## WORK TASK
Scan the entries for lines with the word "canvas", then copy those lines.

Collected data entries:
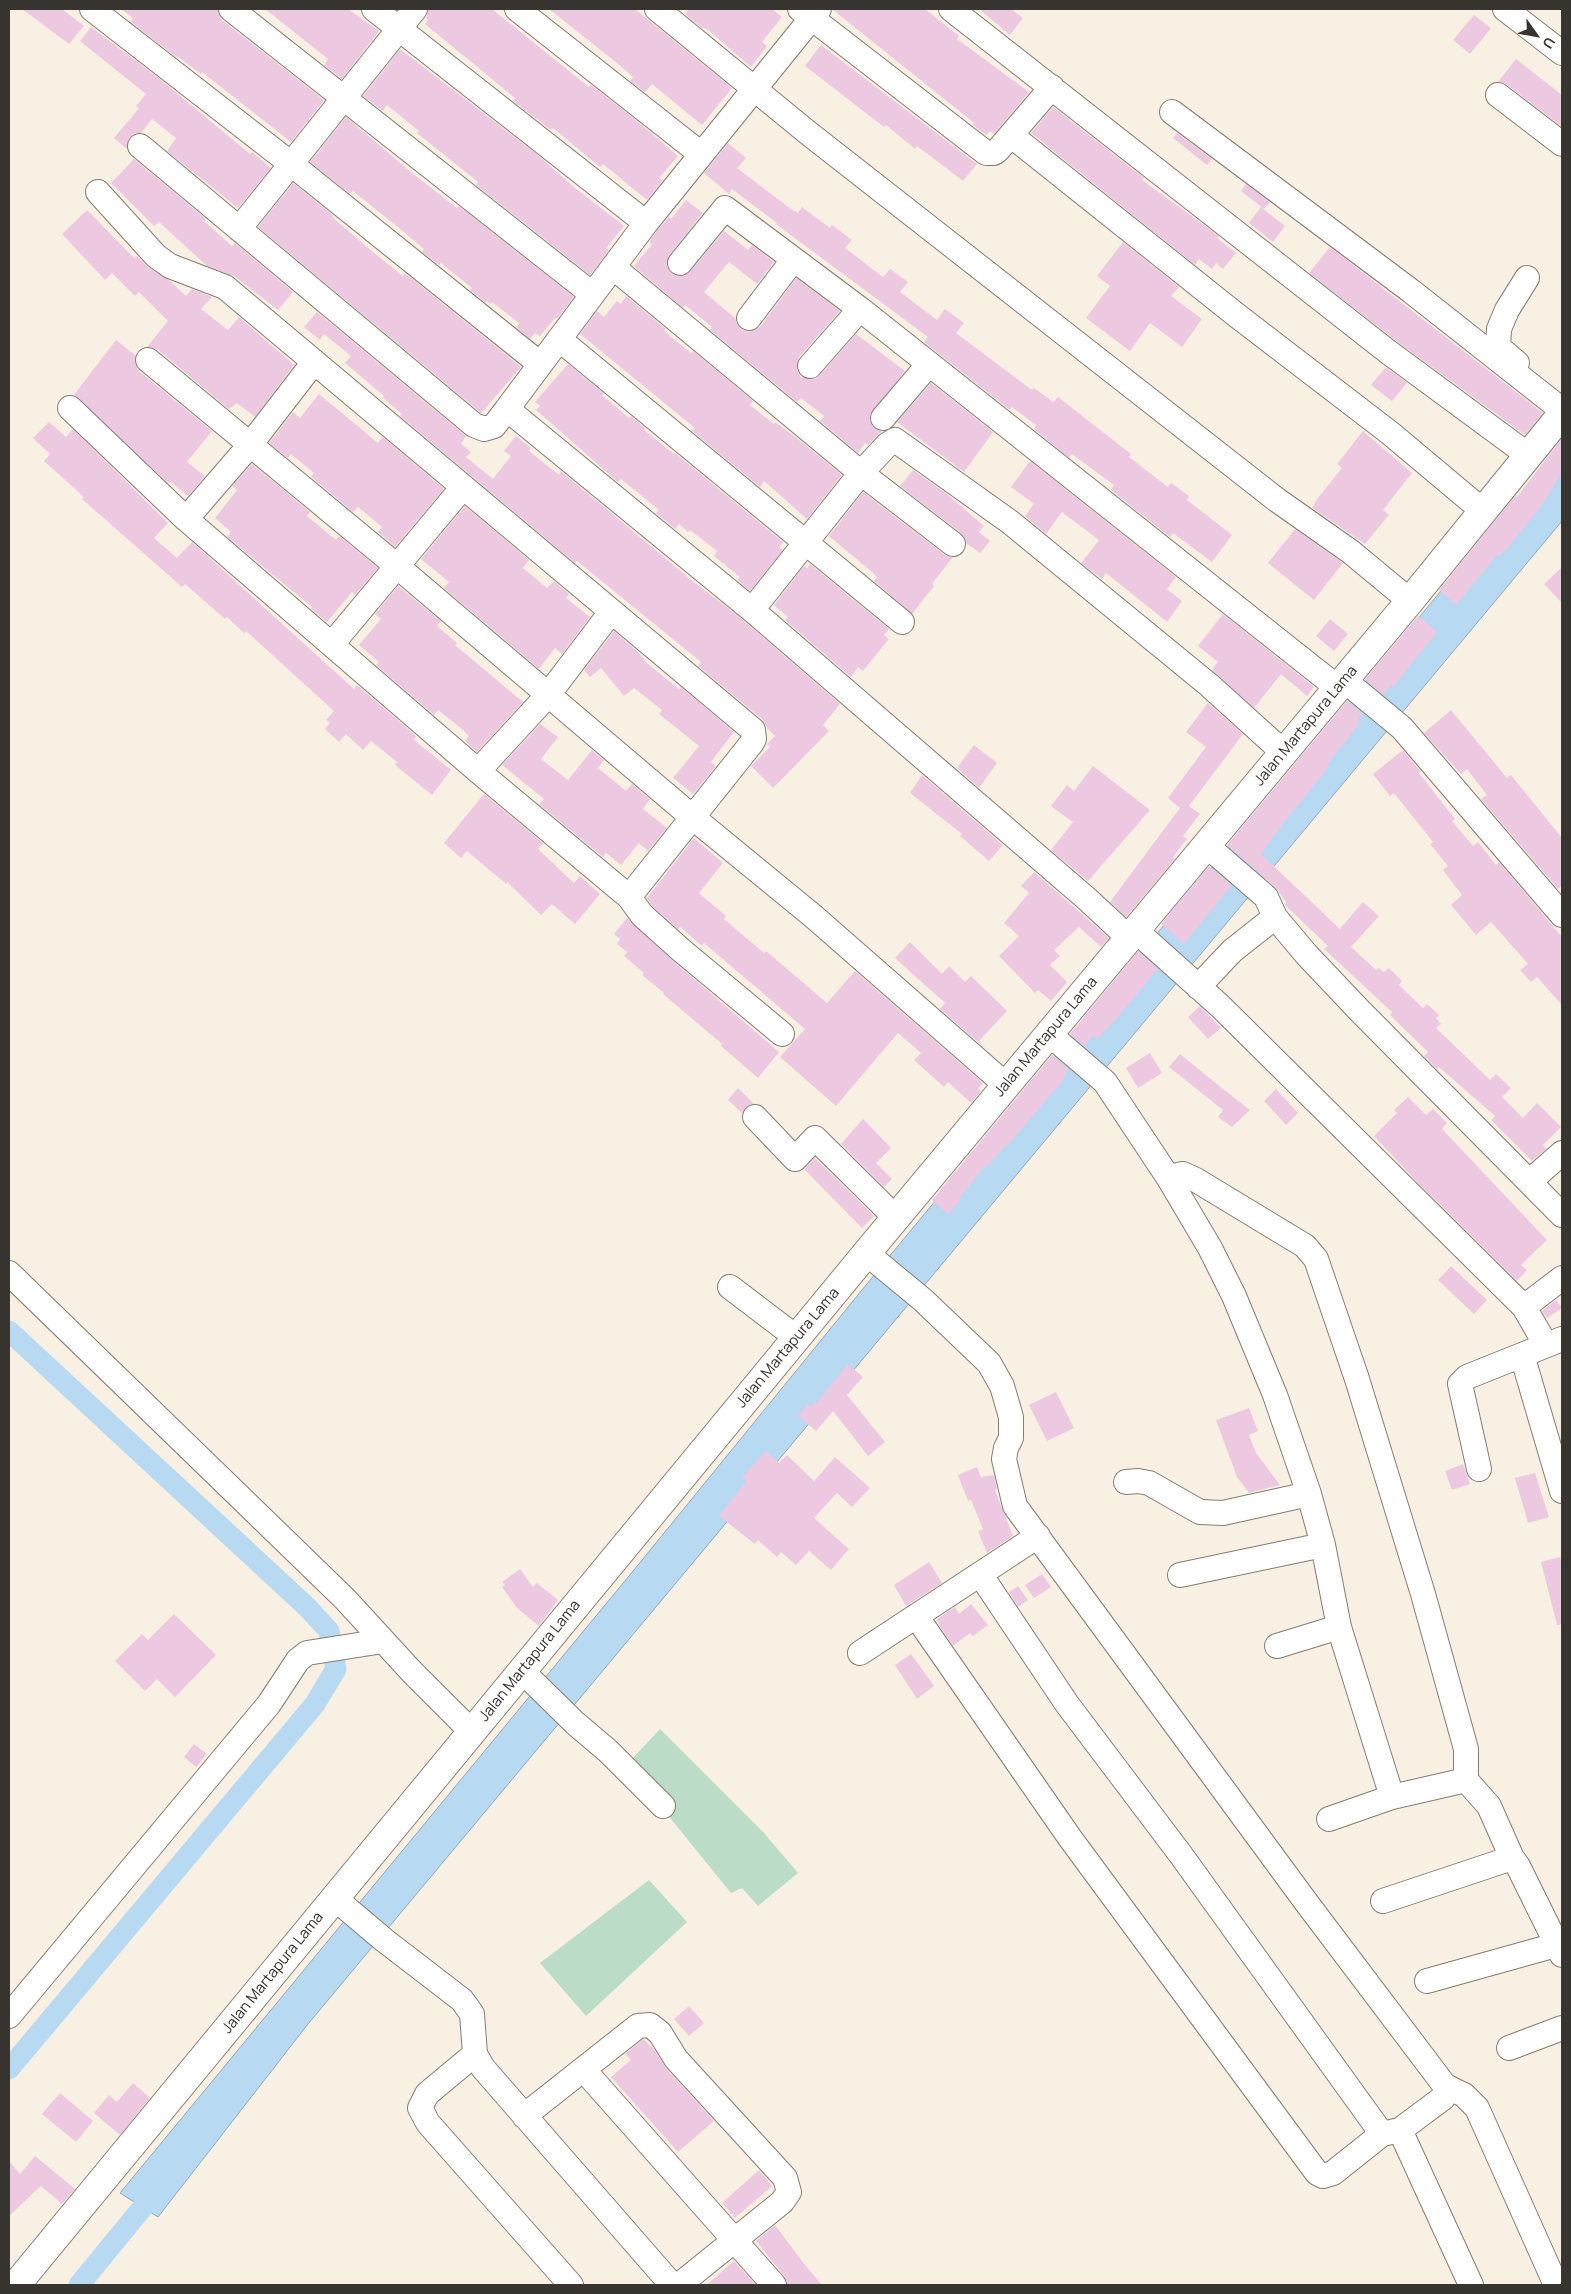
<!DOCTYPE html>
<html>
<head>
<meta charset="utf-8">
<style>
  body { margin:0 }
  #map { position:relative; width:1571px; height:2294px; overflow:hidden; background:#f9f0e4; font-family:Manrope,sans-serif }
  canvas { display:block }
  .frame { position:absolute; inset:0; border:10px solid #38342f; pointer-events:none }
  .north { position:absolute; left:1511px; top:10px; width:50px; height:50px; -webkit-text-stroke:4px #fff; paint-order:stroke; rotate:122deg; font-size:14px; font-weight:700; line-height:20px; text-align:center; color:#38342f }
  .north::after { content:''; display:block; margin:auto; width:18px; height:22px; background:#38342f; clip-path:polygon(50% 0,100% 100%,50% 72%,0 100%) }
</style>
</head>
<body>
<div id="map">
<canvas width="1571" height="2294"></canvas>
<div class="frame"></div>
<div class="north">U</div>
</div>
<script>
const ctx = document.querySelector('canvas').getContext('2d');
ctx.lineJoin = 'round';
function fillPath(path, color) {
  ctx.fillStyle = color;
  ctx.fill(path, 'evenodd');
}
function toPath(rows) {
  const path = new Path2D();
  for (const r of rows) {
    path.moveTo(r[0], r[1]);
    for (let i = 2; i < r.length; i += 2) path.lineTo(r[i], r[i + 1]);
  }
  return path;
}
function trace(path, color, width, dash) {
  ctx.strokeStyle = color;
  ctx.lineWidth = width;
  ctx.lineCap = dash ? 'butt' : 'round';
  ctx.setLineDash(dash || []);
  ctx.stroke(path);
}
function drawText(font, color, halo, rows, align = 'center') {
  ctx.font = font + ' Manrope,sans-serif';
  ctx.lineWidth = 5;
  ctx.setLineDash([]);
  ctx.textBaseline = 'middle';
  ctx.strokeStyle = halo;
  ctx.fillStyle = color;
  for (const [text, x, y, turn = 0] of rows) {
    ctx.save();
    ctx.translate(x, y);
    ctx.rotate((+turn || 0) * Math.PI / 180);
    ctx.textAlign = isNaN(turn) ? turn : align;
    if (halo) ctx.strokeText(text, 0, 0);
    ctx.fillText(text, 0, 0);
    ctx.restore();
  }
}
fillPath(toPath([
  [660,1729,764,1833,798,1873,758,1906,742,1888,731,1893,645,1787,633,1758],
  [649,1880,687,1922,586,2016,540,1963]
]), '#bbdcc6');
const water = toPath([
  [1562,445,1562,521,308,2024,158,2217,120,2193,638,1565,888,1258,1562,445]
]);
fillPath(water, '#b8d9f2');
trace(water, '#92a8b8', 1);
trace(toPath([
  [9,1331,307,1607,329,1631,336,1669,315,1704,9,2069],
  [79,2285,161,2185]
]), '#b8d9f2', 21);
fillPath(toPath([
  [22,9,62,9,84,26,69,44],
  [121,9,218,9,222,20,324,100,291,142,202,72,201,74,177,56,176,57,131,22,133,18],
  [265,9,348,9,379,31,342,79,324,65,328,59],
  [428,9,492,9,589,87,591,85,636,120,678,156,659,178,663,180,647,200,603,164,600,167,553,128,551,130,513,101,515,98,425,24,428,20,426,18],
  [549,9,635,9,732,88,702,125,652,84,645,92,630,81,633,77,617,63],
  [689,9,772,9,782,17,762,42,767,46,751,67,707,29,702,28,685,14],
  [832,9,925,9,959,36,957,39,1029,92,994,134,990,131,986,135,973,125,974,123],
  [979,9,1011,9,1023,18,1010,35],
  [1474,15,1491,28,1470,54,1453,40],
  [91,27,160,79,250,154,252,152,271,168,238,208,167,151,176,138,152,119,141,133,135,133,129,138,127,149,114,138,139,108,136,106,146,94,80,41],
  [821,45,977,164,963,181,917,146,915,149,886,125,884,127,805,66],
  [400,49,534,152,574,187,624,226,606,248,609,250,590,275,476,185,478,182,417,133,419,131,387,105,383,111,363,96],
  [1516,59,1562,95,1562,127,1506,84,1498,82],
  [1053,107,1144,178,1142,180,1219,236,1217,238,1236,253,1223,269,1216,263,1212,269,1199,259,1195,265,1031,133],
  [346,117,411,172,457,208,459,206,574,297,557,319,555,318,540,336,535,333,530,339,517,328,519,323,492,302,490,304,487,301,486,303,470,290,472,288,441,263,439,265,422,252,424,249,399,228,353,191,350,194,310,162],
  [1177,133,1212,159,1207,165,1173,138],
  [728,143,746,158,737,168,791,209,798,213,802,207,830,228,832,225,852,240,845,248,883,277,890,269,908,282,900,292,937,320,945,309,964,323,956,333,1032,390,1034,388,1053,402,1058,397,1131,454,1129,457,1168,487,1171,483,1189,496,1187,500,1232,535,1212,562,1173,533,1170,537,1111,490,1114,485,1072,454,1069,458,1034,429,1036,425,1012,407,1010,410,924,342,928,337,776,224,777,223,732,189,729,194,704,173],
  [134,159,206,219,204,221,232,246,235,243,293,292,278,310,234,276,207,266,159,222,154,226,111,183],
  [293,183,333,215,332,217,373,252,403,276,405,273,521,367,481,413,258,227],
  [1246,184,1270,202,1264,209,1241,191],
  [686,200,703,213,669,255,667,267,672,274,684,276,690,272,724,231,748,250,752,245,774,262,757,284,729,262,704,292,735,318,737,324,741,329,748,332,760,327,796,278,840,311,799,357,797,370,801,377,814,379,820,375,856,334,905,371,870,415,870,422,874,428,882,431,868,445,865,443,858,453,820,421,824,416,801,398,797,402,710,330,712,327,685,305,683,308,634,266,652,244,649,242,657,231,669,217,671,219],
  [1261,207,1285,226,1273,242,1249,223],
  [87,210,134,258,137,256,148,267,169,280,186,296,192,289,212,297,201,309,228,330,239,317,294,365,255,417,237,403,229,409,157,349,147,347,168,321,139,292,135,296,112,273,105,280,62,234],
  [1123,242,1179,287,1171,296,1202,319,1182,347,1150,323,1130,351,1086,318,1110,286,1097,276],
  [1330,247,1543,413,1525,435,1395,340,1309,273],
  [626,296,666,329,664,331,691,353,693,351,753,401,750,405,774,424,775,422,803,443,842,475,807,519,764,481,760,487,692,431,695,428,580,334,597,311,604,317,617,301,621,304],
  [317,312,466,436,461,444,471,452,466,457,493,479,511,456,504,451,516,436,531,448,529,451,559,475,561,471,695,583,736,614,840,704,823,725,829,731,773,788,751,766,770,747,767,744,775,736,767,728,762,719,698,666,701,662,577,561,575,563,400,416,402,414,383,398,384,396,345,363,351,356,324,334,320,340,304,327],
  [116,340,135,355,135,364,139,371,212,431,187,462,205,476,188,496,171,482,168,483,74,395],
  [568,364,603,393,602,395,629,418,631,416,645,428,644,430,674,454,675,453,783,542,779,547,783,550,750,591,737,580,740,577,714,556,717,551,690,530,688,532,679,524,675,529,656,513,659,510,621,479,618,482,536,410,540,406,535,402],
  [1386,367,1407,383,1392,401,1371,385],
  [931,383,993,432,964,472,897,422],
  [319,394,378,443,383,437,444,489,395,547,378,532,382,527,358,507,353,512,311,477,314,473,291,454,288,458,269,443,293,412,300,418],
  [49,422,66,437,73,429,168,523,154,538,177,558,192,542,354,689,357,685,416,736,414,740,451,770,432,795,395,765,397,762,371,741,363,750,346,734,339,742,325,729,330,723,326,720,334,711,246,631,244,633,227,617,225,619,185,584,182,587,82,499,84,497,44,461,50,454,33,438],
  [1363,431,1412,473,1383,510,1389,515,1365,544,1312,508,1315,504,1314,503,1342,468,1337,464],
  [1562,438,1562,472,1540,508,1509,546,1499,556,1497,555,1456,605,1439,590,1515,496,1517,497],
  [1030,461,1176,577,1167,589,1182,601,1167,622,1106,573,1102,579,1081,563,1099,540,1062,512,1046,534,1025,516,1034,504,1011,487],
  [252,464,310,512,307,516,336,540,339,536,378,568,355,595,352,592,327,622,311,609,312,607,227,537,231,532,215,518,237,490,232,486],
  [913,470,947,494,984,526,979,532,990,541,980,553,966,543,961,533,900,486],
  [863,492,945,555,953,557,932,584,934,586,912,614,874,581,877,577,872,572,829,536],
  [465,506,529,560,523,568,547,588,554,581,569,594,566,598,590,617,562,654,555,648,539,669,444,588,449,582,421,559],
  [1295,529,1343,563,1314,600,1268,563],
  [810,564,889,629,884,635,889,639,875,656,863,671,858,667,851,677,785,620,788,617,774,605,804,566,807,568],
  [1562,567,1562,603,1544,584],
  [398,586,441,621,437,626,457,643,455,645,523,702,477,752,465,741,469,736,462,729,438,710,434,715,376,665,379,662,359,645,381,619,375,614],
  [1223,614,1314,687,1307,696,1281,674,1254,708,1212,670,1218,662,1198,646],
  [1418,616,1437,632,1393,687,1391,686,1383,695,1365,679],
  [1330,619,1348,634,1334,651,1316,636],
  [614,631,639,653,648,664,679,689,681,687,734,732,711,762,716,766,693,794,673,778,699,746,659,714,662,710,634,688,624,696,601,668,590,677,584,670],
  [1347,701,1363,714,1357,721,1360,723,1327,765,1329,767,1285,821,1261,854,1340,929,1363,902,1379,916,1351,947,1376,970,1379,968,1384,972,1389,968,1402,981,1399,985,1423,1008,1427,1004,1439,1015,1436,1018,1441,1024,1436,1028,1490,1080,1496,1074,1511,1088,1502,1097,1523,1118,1537,1103,1561,1127,1543,1145,1546,1149,1532,1161,1491,1120,1495,1116,1439,1067,1437,1069,1424,1056,1428,1052,1390,1015,1392,1012,1324,949,1328,946,1285,905,1286,902,1275,887,1227,845],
  [1208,703,1243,734,1189,806,1200,814,1183,836,1187,839,1173,857,1175,859,1126,917,1110,902,1180,808,1168,798,1206,747,1186,732],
  [1451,710,1507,778,1511,775,1562,838,1562,886,1558,889,1481,799,1487,795,1467,769,1461,774,1424,733],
  [540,724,558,737,541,759,568,780,592,750,604,760,598,768,626,791,632,784,650,799,643,809,667,828,648,851,639,843,621,865,606,853,603,857,539,804,544,799,502,765],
  [974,745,997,763,979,788,957,768],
  [1403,750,1421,772,1419,773,1455,819,1452,821,1473,846,1478,842,1496,865,1499,862,1562,937,1562,1005,1537,977,1531,982,1520,970,1528,964,1491,922,1476,935,1451,905,1462,895,1443,870,1448,866,1430,844,1433,842,1394,793,1390,796,1373,774],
  [1093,766,1150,810,1088,881,1051,850,1073,822,1051,806,1067,785,1074,791],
  [922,775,1003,845,989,861,960,836,962,834,910,793],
  [484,794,543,843,538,849,574,883,580,876,600,894,575,924,552,904,541,915,507,882,506,884,467,851,461,858,444,843],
  [694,838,723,863,699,893,726,916,724,919,764,953,766,951,827,1003,855,971,983,1083,978,1089,981,1091,971,1103,948,1082,944,1087,914,1060,921,1053,898,1033,836,1106,780,1057,805,1029,704,943,702,946,680,927,678,929,652,906,647,898],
  [1209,866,1232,885,1184,944,1161,924],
  [1034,872,1109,938,1101,947,1079,927,1054,950,1060,956,1050,965,1067,982,1051,1001,1038,990,1035,993,999,956,1019,936,1004,923,1029,893,1021,886],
  [627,918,672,960,779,1052,758,1078,721,1046,722,1044,663,994,664,993,642,975,644,973,624,956,627,952,617,944,620,939,614,934],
  [910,942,942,974,949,966,965,982,971,976,1007,1011,979,1041,986,1049,940,1009,945,1003,895,958],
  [1138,951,1158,969,1116,1019,1097,1039,1094,1035,1084,1046,1070,1034],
  [1200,1006,1221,1028,1208,1039,1188,1017],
  [1150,1053,1162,1073,1138,1088,1126,1068],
  [1180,1054,1223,1089,1250,1110,1232,1127,1218,1117,1223,1110,1169,1067],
  [1052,1055,1069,1069,1063,1077,1065,1078,1007,1146,1006,1145,989,1165,987,1164,959,1198,961,1200,948,1214,932,1200],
  [738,1088,754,1104,746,1107,742,1113,728,1100],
  [1276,1089,1298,1113,1286,1125,1264,1101],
  [1408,1097,1426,1115,1433,1109,1447,1123,1442,1129,1547,1240,1521,1265,1527,1270,1517,1281,1419,1184,1374,1136,1397,1113,1394,1110],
  [863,1119,891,1148,876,1163,892,1179,884,1187,841,1144],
  [815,1158,874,1216,862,1228,804,1169],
  [1451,1266,1487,1300,1474,1314,1438,1280],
  [1556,1300,1562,1308,1547,1318,1542,1311],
  [848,1364,863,1377,847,1395,885,1442,868,1456,833,1411,816,1431,798,1416,808,1404,811,1406,817,1402],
  [1056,1392,1074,1428,1047,1441,1029,1405],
  [1249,1408,1258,1431,1249,1435,1256,1453,1280,1485,1249,1493,1237,1477,1216,1420],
  [766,1451,779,1463,787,1455,814,1481,835,1457,870,1488,852,1507,837,1493,814,1518,849,1549,831,1570,809,1551,796,1565,781,1552,777,1557,758,1540,755,1544,719,1516,746,1481,742,1477],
  [1463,1464,1470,1484,1452,1490,1445,1471],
  [977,1467,981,1477,994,1475,997,1489,995,1490,1013,1536,987,1553,978,1531,983,1529,971,1500,968,1501,958,1475],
  [1535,1473,1549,1517,1528,1523,1515,1478],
  [1560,1557,1562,1566,1562,1624,1557,1625,1541,1562],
  [929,1562,942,1583,906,1606,894,1585],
  [520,1569,533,1587,537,1583,558,1600,539,1626,517,1608,502,1587,505,1585,502,1582],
  [1042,1574,1051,1587,1034,1598,1025,1585],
  [1018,1586,1028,1600,1018,1607,1009,1592],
  [971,1604,988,1625,973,1636,970,1633,953,1646,939,1625,937,1619,955,1607,959,1614],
  [174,1614,216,1655,175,1697,157,1679,145,1691,115,1661,142,1634,148,1640],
  [911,1654,934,1686,917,1699,895,1665],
  [194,1744,207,1754,196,1767,184,1757],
  [689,2006,704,2023,689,2036,674,2019],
  [643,2039,654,2049,666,2068,714,2121,678,2152,611,2077,631,2060,625,2054],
  [133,2083,150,2098,120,2135,94,2113,109,2095,117,2102],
  [60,2093,93,2121,76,2142,42,2114],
  [35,2156,75,2189,62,2204,41,2186,9,2216,9,2161,20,2174],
  [759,2170,772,2186,735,2218,722,2203],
  [775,2225,805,2265,822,2285,787,2285,784,2276,756,2241],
  [734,2261,756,2285,706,2285]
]), '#ecc9e0');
const minor = toPath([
  [92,9,290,163,540,364],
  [231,9,592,294],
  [374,9,646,223],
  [517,9,701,154],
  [657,9,807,132,1277,500,1351,552,1410,601],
  [800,9,986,153,994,153,998,150,1052,87],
  [819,9,646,223,507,409,752,610,1087,899,1129,938],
  [951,9,1387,351,1528,455],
  [1505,9,1562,53],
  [1498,95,1562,144],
  [1172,112,1411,291,1562,410],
  [1012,136,1235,314,1390,433,1483,511],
  [140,146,474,425,484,429,494,426,507,409],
  [98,192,156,256,170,266,225,287,753,730,754,739,751,744,629,897],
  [239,229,415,9],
  [680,263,725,208,860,309,1338,688],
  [613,267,861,473,953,544],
  [749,318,793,260],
  [559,339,902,622],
  [148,360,398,567,691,816,813,916,1006,1085],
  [1517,363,1498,347,1499,329,1507,310,1527,278],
  [810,366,860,309],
  [70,408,186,519,478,771,629,897,642,915,681,950,782,1034],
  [883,418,929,364],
  [186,519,250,445,314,362],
  [752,610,861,473,887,445,895,440,1010,522,1209,685,1283,752],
  [332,644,463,487],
  [1344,680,1402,728,1562,915],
  [478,771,548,695,611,612],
  [1206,845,1266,897,1275,917,1306,954,1359,1010,1562,1215],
  [1135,930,1220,1006,1524,1307,1546,1345],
  [1198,987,1232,951,1275,917],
  [1049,1034,1105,1082,1168,1177,1210,1248,1234,1296,1275,1395,1309,1494,1323,1545,1339,1627,1392,1797],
  [755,1117,795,1159,815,1138,896,1218],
  [1168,1177,1183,1174,1196,1180,1305,1246,1316,1259,1357,1379,1423,1594,1466,1749,1466,1780,1489,1806,1512,1858,1518,1866,1562,1955],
  [1530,1181,1562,1153],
  [869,1250,877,1262,923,1300,989,1363,1002,1386,1011,1417,1011,1438,1006,1448,1004,1459,1015,1506,1306,1902,1445,2086,1464,2095,1477,2108,1556,2285],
  [9,1273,345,1599,412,1672,472,1732],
  [730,1287,797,1338],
  [1524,1307,1562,1278],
  [1522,1355,1562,1491],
  [1479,1469,1460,1384,1467,1377,1562,1339],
  [1126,1482,1138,1481,1149,1483,1200,1512,1223,1513,1309,1494],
  [980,1574,1067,1704,1181,1855,1382,2134],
  [1180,1575,1323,1545],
  [916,1616,1070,1838,1317,2173,1323,2176,1333,2173,1382,2134,1400,2130,1443,2098,1450,2088],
  [1277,1646,1339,1627],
  [860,1653,1038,1536],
  [522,1671,575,1723,608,1751,663,1806],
  [1329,1819,1392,1797,1466,1780],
  [337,1895,345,1907,384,1940,462,2000,472,2014,475,2054,483,2068,672,2285],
  [1383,1901,1512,1858],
  [1427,1981,1556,1945],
  [9,2016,269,1704,298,1660,307,1653,383,1641],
  [1509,2048,1562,2028],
  [475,2054,427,2094,420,2108,428,2123,571,2285],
  [584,2070,774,2285],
  [524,2116,638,2026,650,2025,660,2033,676,2059,785,2178,789,2192,782,2202,679,2285],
  [1400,2130,1471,2285]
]);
const major = toPath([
  [16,2285,869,1250,1410,601,1562,414]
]);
trace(minor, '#857d72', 26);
trace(major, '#857d72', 30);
trace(minor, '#fff', 24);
trace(major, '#fff', 28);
drawText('15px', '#38342f', '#fff', [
  ["Jalan Martapura Lama",1306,726,-50],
  ["Jalan Martapura Lama",1046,1037,-50],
  ["Jalan Martapura Lama",788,1348,-50],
  ["Jalan Martapura Lama",530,1661,-51],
  ["Jalan Martapura Lama",273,1973,-51]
]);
</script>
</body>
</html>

## WRITTEN RESPONSE
  canvas { display:block }
<canvas width="1571" height="2294"></canvas>
const ctx = document.querySelector('canvas').getContext('2d');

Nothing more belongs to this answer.